> **EXERCISE**
Please report every line from the material that contains the word "side".
━━━━━━
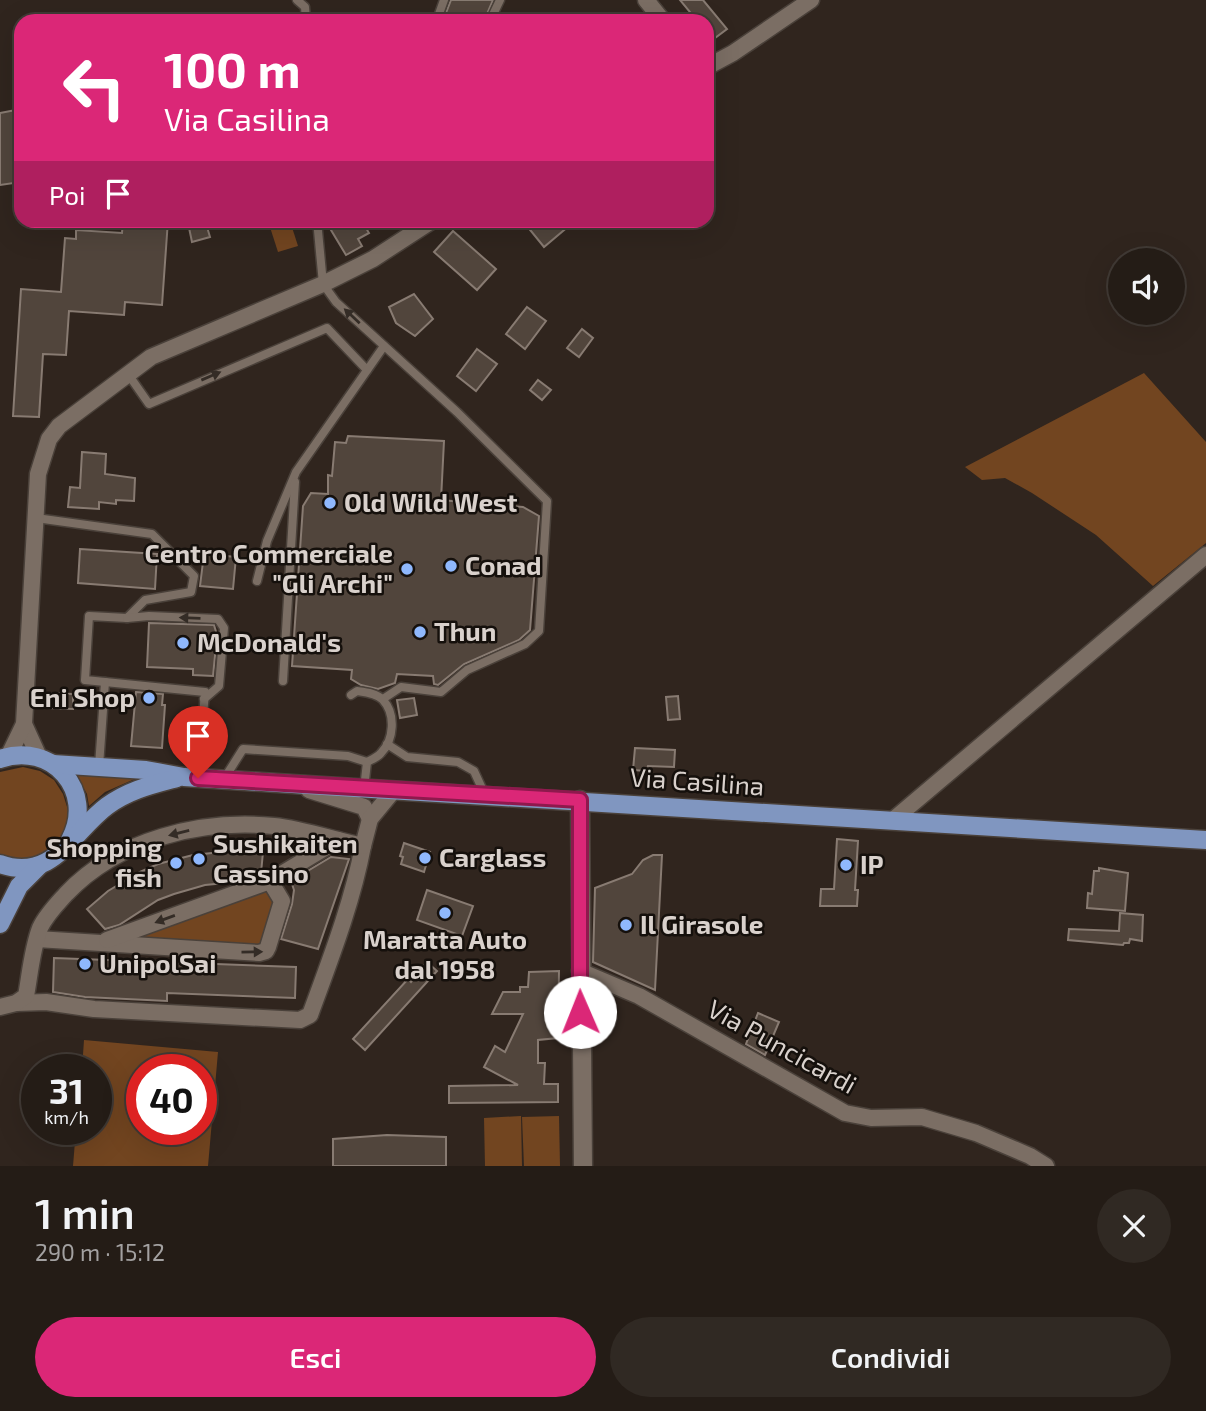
<!DOCTYPE html>
<html lang="it">
<meta charset="utf-8">
<style>
:root{--surface:#241c16;--page:#302923;--text:#f1f3f6;--muted:#a3a1a1;--line:#413a35;--accent:#db2777}
body{margin:0;font-family:"Exo 2",sans-serif;background:var(--page);color:var(--text);height:100vh;display:flex;flex-direction:column;font-size:26px;white-space:nowrap}
*{box-sizing:border-box;margin:0}
p{font-size:23px;color:var(--muted)}
.icon{flex:none;width:38px;height:38px;fill:none;stroke:currentColor;stroke-width:2;stroke-linecap:round;stroke-linejoin:round}
.map{position:relative;height:1166px;overflow:hidden}
.side{display:flex;flex-direction:column;background:var(--surface);flex:1}
.side>*{flex:none}
.guide{position:absolute;left:14px;top:14px;width:700px;height:214px;border-radius:21px;box-shadow:0 7px 28px #0002,0 0 0 2px var(--line);background:#db2777;color:#fff;overflow:hidden}
.buttons{position:absolute;left:1108px;top:248px;display:grid;gap:14px}
.buttons a{display:grid;place-items:center;width:77px;height:77px;border-radius:50%;background:var(--surface);box-shadow:0 7px 28px #0002,0 0 0 2px var(--line);font-size:35px}
.speed{position:absolute;left:21px;top:1054px;display:flex;gap:14px;font-size:35px;font-weight:700;text-align:center}
.speed>*{display:grid;place-content:center;width:91px;height:91px;border-radius:50%;background:var(--surface);box-shadow:0 7px 28px #0002,0 0 0 2px var(--line);line-height:1}
.speed small{font-size:18px;font-weight:400}
.speed .limit{border:10px solid #d22;background:#fff;color:#111}
.pin{position:absolute;display:grid;place-items:center;width:60px;height:60px;color:#fff;margin:-72px -30px;border-radius:50% 50% 50% 0;rotate:-45deg;box-shadow:0 0 7px #0007}
.pin .icon{rotate:45deg}
.me{position:absolute;width:77px;margin:-38px;rotate:359deg;stroke-linejoin:round;filter:drop-shadow(0 0 5px #0008)}
.turn{display:flex;align-items:center;gap:24px;height:147px;padding:0 35px;font-size:32px}
.turn .icon{width:91px;height:91px;stroke-width:2.5}
.turn b{display:block;font-size:49px;line-height:60px}
.then{display:flex;align-items:center;height:66px;padding:0 35px;background:#0003;gap:14px;font-size:26px}
.round{display:grid;place-items:center;flex:none;width:74px;height:74px;border-radius:37px;background:var(--page)}
.head{display:flex;align-items:center;justify-content:space-between;height:119px;padding:0 35px}
h1{font-size:42px;font-weight:600;line-height:52px}
.cta{display:flex;gap:14px;margin-top:auto;padding:14px 35px}
.cta a{flex:1;height:80px;border-radius:42px;background:var(--accent);color:#fff;font-size:28px;font-weight:600;line-height:80px;text-align:center}
.cta a+a{background:var(--page);color:var(--text)}
.map>svg:first-child{display:block}
</style>
<div class="map">
<svg width="1206" height="1166" viewBox="0 0 1206 1166">
<rect width="100%" height="100%" fill="#30251e"/>
<g fill="#724520" fill-rule="evenodd">
<path d="M268,221H290L298,246L278,252Z"/>
<path d="M1144,373L1206,442V543L1153,586L1096,535L1032,493L1005,478L982,480L965,467Z"/>
<path d="M23,767L40,771L54,780L63,794L68,810L67,826L61,842L34,862L0,860V772Z"/>
<path d="M76,774L137,778L105,792L89,806L87,794Z"/>
<path d="M266,891L274,904L262,945L258,948L139,938L140,932Z"/>
<path d="M84,1040L218,1052L208,1166H73L76,1129H96V1069H82ZM201,1069V1129H142V1069Z"/>
<path d="M521,1116L522,1166H485L484,1118Z"/>
<path d="M559,1116L560,1166H524L522,1117Z"/>
</g>
<g fill="#51453c" stroke="#887b72" stroke-width="2">
<path d="M451,0H493L484,21H466L446,13Z"/>
<path d="M680,0H703L727,29L707,44V21H691L686,15L690,12Z"/>
<path d="M21,109V182L0,185V113Z"/>
<path d="M123,220H168L162,305L125,302L124,315L69,311L66,355L43,354L39,417L13,416L21,289L61,292L65,238L76,239V230L122,233Z"/>
<path d="M199,220H205L210,237L192,242L188,223Z"/>
<path d="M348,220H359L363,223L369,233L358,239L362,246L346,255L331,230Z"/>
<path d="M522,220H576L544,247Z"/>
<path d="M453,231L496,269L477,290L434,252Z"/>
<path d="M414,294L433,319L415,336L396,323L389,307Z"/>
<path d="M527,307L546,321L525,349L506,334Z"/>
<path d="M582,329L593,338L579,357L567,348Z"/>
<path d="M477,349L497,364L476,391L457,376Z"/>
<path d="M538,380L551,390L542,400L530,390Z"/>
<path d="M348,436L444,441L441,500L523,507L539,516L530,630L519,640L464,664L438,685L434,684L433,676L397,674L395,683L378,689L361,685L351,679L352,670L292,666L303,506L311,493L328,494V475L332,476L335,442L346,443Z"/>
<path d="M82,452L106,454L105,474L135,478L134,501L116,500V504L99,502V509L68,507L70,487L80,488Z"/>
<path d="M80,549L157,554L155,589L78,583Z"/>
<path d="M204,554L236,557L233,589L200,586Z"/>
<path d="M149,623L214,625L217,635L213,676L193,675V669L147,667Z"/>
<path d="M136,692L163,694L162,705H165L162,748L131,746Z"/>
<path d="M48,693L73,694V709L47,708Z"/>
<path d="M678,696L680,719L668,720L666,697Z"/>
<path d="M414,698L417,715L400,718L397,700Z"/>
<path d="M635,748L675,750L674,767L648,766L647,771L633,770Z"/>
<path d="M837,839L858,841L855,890H858L857,906H820L821,889H834Z"/>
<path d="M404,843L430,852L424,872L401,864L403,857L400,856Z"/>
<path d="M231,851L263,852L261,873L236,882L205,885L174,894L158,900L119,925L105,929L87,909L108,891L140,872L158,864L193,855Z"/>
<path d="M653,855H662L655,990L593,962L595,888L632,874L643,860Z"/>
<path d="M331,857L349,859L318,949L281,939L292,904L294,890L291,881Z"/>
<path d="M1099,868L1128,873L1125,911L1087,908L1088,893L1092,894L1094,871H1099Z"/>
<path d="M427,890L473,906L462,936L417,920Z"/>
<path d="M1120,913L1143,915L1142,941L1130,939L1129,943H1124L1123,945L1068,940L1069,929L1119,931Z"/>
<path d="M54,958L296,967L295,998L167,993V1001L85,997L53,992Z"/>
<path d="M427,962L437,971L365,1050L353,1039L408,979L411,982Z"/>
<path d="M559,971L558,1038L538,1040V1063H545L544,1084H558V1102L449,1103V1086L518,1085L484,1067L495,1046L505,1052L523,1014H492L503,992H520V987H528L529,972Z"/>
<path d="M758,1013L779,1022L765,1055L746,1044Z"/>
<path d="M387,1135L446,1137V1166H333V1139Z"/>
</g>
<g fill="none" stroke-linecap="round" stroke-linejoin="round">
<defs>
<g id="service">
<path d="M297,0L305,7L306,21"/>
<path d="M442,21L439,14L444,0"/>
<path d="M490,21L500,0"/>
<path d="M317,220L323,284L336,302L457,412L547,501L539,631L525,644L467,670L441,692L401,687L383,699"/>
<path d="M128,374L149,404L327,328L367,370"/>
<path d="M36,518L152,534L194,576L191,592L145,600L127,618L89,616L85,680L205,692L198,777"/>
<path d="M257,581L267,541L296,472L384,346"/>
<path d="M127,618L149,616L218,619L224,628L219,686L204,699"/>
<path d="M283,681L295,482"/>
<path d="M351,695L357,691C365,692 377,693 383,700C396,714 394,740 381,753C378,757 371,760 367,762L364,789"/>
<path d="M387,744L407,757L458,762L474,771L485,795"/>
<path d="M99,766L105,682"/>
<path d="M224,779L243,749L348,756L367,762"/>
</g>
<g id="minor">
<path d="M646,0L663,21"/>
<path d="M707,67L733,53L811,0"/>
<path d="M24,724L39,757"/>
<path d="M8,757L24,724L38,474L49,439L59,426L151,357L323,284L373,259L433,220"/>
<path d="M309,790L364,807L370,819"/>
<path d="M893,820L1206,555"/>
<path d="M37,939L259,953L266,951L268,947L282,901L270,881"/>
<path d="M107,940L270,881L338,840"/>
<path d="M580,971L639,996L845,1113L871,1118L922,1117L976,1133L1030,1156L1046,1166"/>
<path d="M16,1003L46,1002L94,1009L300,1020L310,1015C330,960 352,904 363,846"/>
<path d="M0,1007L16,1003L26,996C30,974 32,949 40,928C46,915 57,904 66,894C118,839 201,819 274,826C303,829 334,840 363,846L370,819L394,790"/>
</g>
<path id="tertiary" d="M580,800L583,1166"/>
<g id="primary">
<path d="M0,759C52,741 96,791 70,840"/>
<path d="M53,764L146,770L184,777L323,786L1206,840"/>
<path d="M0,864C53,883 72,832 107,806C129,790 151,785 177,778"/>
<path d="M0,924L19,886L39,866"/>
</g>
</defs>
<use href="#service" stroke="#4a413a" stroke-width="11"/>
<use href="#minor" stroke="#4a413a" stroke-width="19"/>
<use href="#tertiary" stroke="#4a413a" stroke-width="21"/>
<use href="#primary" stroke="#4a413a" stroke-width="21"/>
<use href="#service" stroke="#7b6e64" stroke-width="8"/>
<use href="#minor" stroke="#7b6e64" stroke-width="16"/>
<use href="#tertiary" stroke="#7b6e64" stroke-width="18"/>
<use href="#primary" stroke="#8096c0" stroke-width="18"/>
</g>
<defs><path id="oneway-solid" d="M-6-.8H1V-3.2L6.5 0L1 3.2V.8H-6Z" transform="scale(1.75)"/></defs>
<g fill="#342c26">
<use href="#oneway-solid" transform="translate(352 316) rotate(-137)"/>
<use href="#oneway-solid" transform="translate(211 376) rotate(-23)"/>
<use href="#oneway-solid" transform="translate(190 618) rotate(-178)"/>
<use href="#oneway-solid" transform="translate(179 833) rotate(166)"/>
<use href="#oneway-solid" transform="translate(165 919) rotate(160)"/>
<use href="#oneway-solid" transform="translate(252 952) rotate(-1)"/>
</g>
<g fill="none" stroke-linecap="round" stroke-linejoin="round">
<defs>
<path id="route" d="M198,778L580,800V1012"/>
</defs>
<use href="#route" stroke="#8e194d" stroke-width="18"/>
<use href="#route" stroke="#db2777" stroke-width="12"/>
</g>
<g fill="#8fb8fd" stroke="#15100c" stroke-width="2.5">
<circle cx="330" cy="503" r="7"/>
<circle cx="451" cy="566" r="7"/>
<circle cx="407" cy="569" r="7"/>
<circle cx="420" cy="632" r="7"/>
<circle cx="183" cy="643" r="7"/>
<circle cx="149" cy="698" r="7"/>
<circle cx="425" cy="858" r="7"/>
<circle cx="199" cy="859" r="7"/>
<circle cx="176" cy="863" r="7"/>
<circle cx="846" cy="865" r="7"/>
<circle cx="445" cy="913" r="7"/>
<circle cx="626" cy="925" r="7"/>
<circle cx="85" cy="964" r="7"/>
</g>
<g text-anchor="middle" stroke-width="5" stroke-linejoin="round" paint-order="stroke">
<g font-size="26" font-weight="bold" fill="#d9d1cc" stroke="#15100c" text-anchor="start">
<text x="344" y="512">Old Wild West</text>
<text x="393" y="563" text-anchor="end">Centro Commerciale<tspan x="393" dy="30">"Gli Archi"</tspan></text>
<text x="465" y="575">Conad</text>
<text x="434" y="641">Thun</text>
<text x="197" y="652">McDonald's</text>
<text x="135" y="707" text-anchor="end">Eni Shop</text>
<text x="213" y="853">Sushikaiten<tspan x="213" dy="30">Cassino</tspan></text>
<text x="162" y="857" text-anchor="end">Shopping<tspan x="162" dy="30">fish</tspan></text>
<text x="439" y="867">Carglass</text>
<text x="860" y="874">IP</text>
<text x="640" y="934">Il Girasole</text>
<text x="445" y="949" text-anchor="middle">Maratta Auto<tspan x="445" dy="30">dal 1958</tspan></text>
<text x="99" y="973">UnipolSai</text>
</g>
<g font-size="26" fill="#d9d1cc" stroke="#15100c">
<text transform="translate(697 782) rotate(4)" y="9">Via Casilina</text>
<text transform="translate(782 1047) rotate(29)" y="9">Via Puncicardi</text>
</g>
</g>
</svg>
<div class="buttons">
<a><svg class="icon" aria-label="sound" viewBox="0 0 24 24"><path d="M4 9h4l5-4v14l-5-4H4zM17 9q2 3 0 6"/></svg></a>
</div>
<div class="speed"><div>31<small>km/h</small></div><div class="limit">40</div></div>
<div class="pin" style="left:198px;top:778px;background:#d93025"><svg class="icon" aria-label="arrive" viewBox="0 0 24 24"><path d="M6 21V4h12l-3 4 3 4H6"/></svg></div>
<svg class="me" style="left:580px;top:1012px" viewBox="-20 -20 40 40"><circle r="19" fill="#fff"/><path d="M0-13L10 11 0 6-10 11z" fill="#db2777"/></svg>
<div class="guide">
<div class="turn"><svg class="icon" aria-label="left" viewBox="0 0 24 24"><path d="M17 20v-9H6M10 6l-5 5 5 5"/></svg><div><b>100 m</b>Via Casilina</div></div>
<div class="then">Poi<svg class="icon" aria-label="arrive" viewBox="0 0 24 24"><path d="M6 21V4h12l-3 4 3 4H6"/></svg></div>
</div>
</div>
<section class="side">
<div class="head"><div><h1>1 min</h1><p>290 m · 15:12</p></div><a class="round"><svg class="icon" aria-label="close" viewBox="0 0 24 24"><path d="M6 6l12 12M18 6L6 18"/></svg></a></div>
<div class="cta"><a>Esci</a><a>Condividi</a></div>
</section>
━━━━━━
> **TASK SOLUTION**
.side{display:flex;flex-direction:column;background:var(--surface);flex:1}
.side>*{flex:none}
<section class="side">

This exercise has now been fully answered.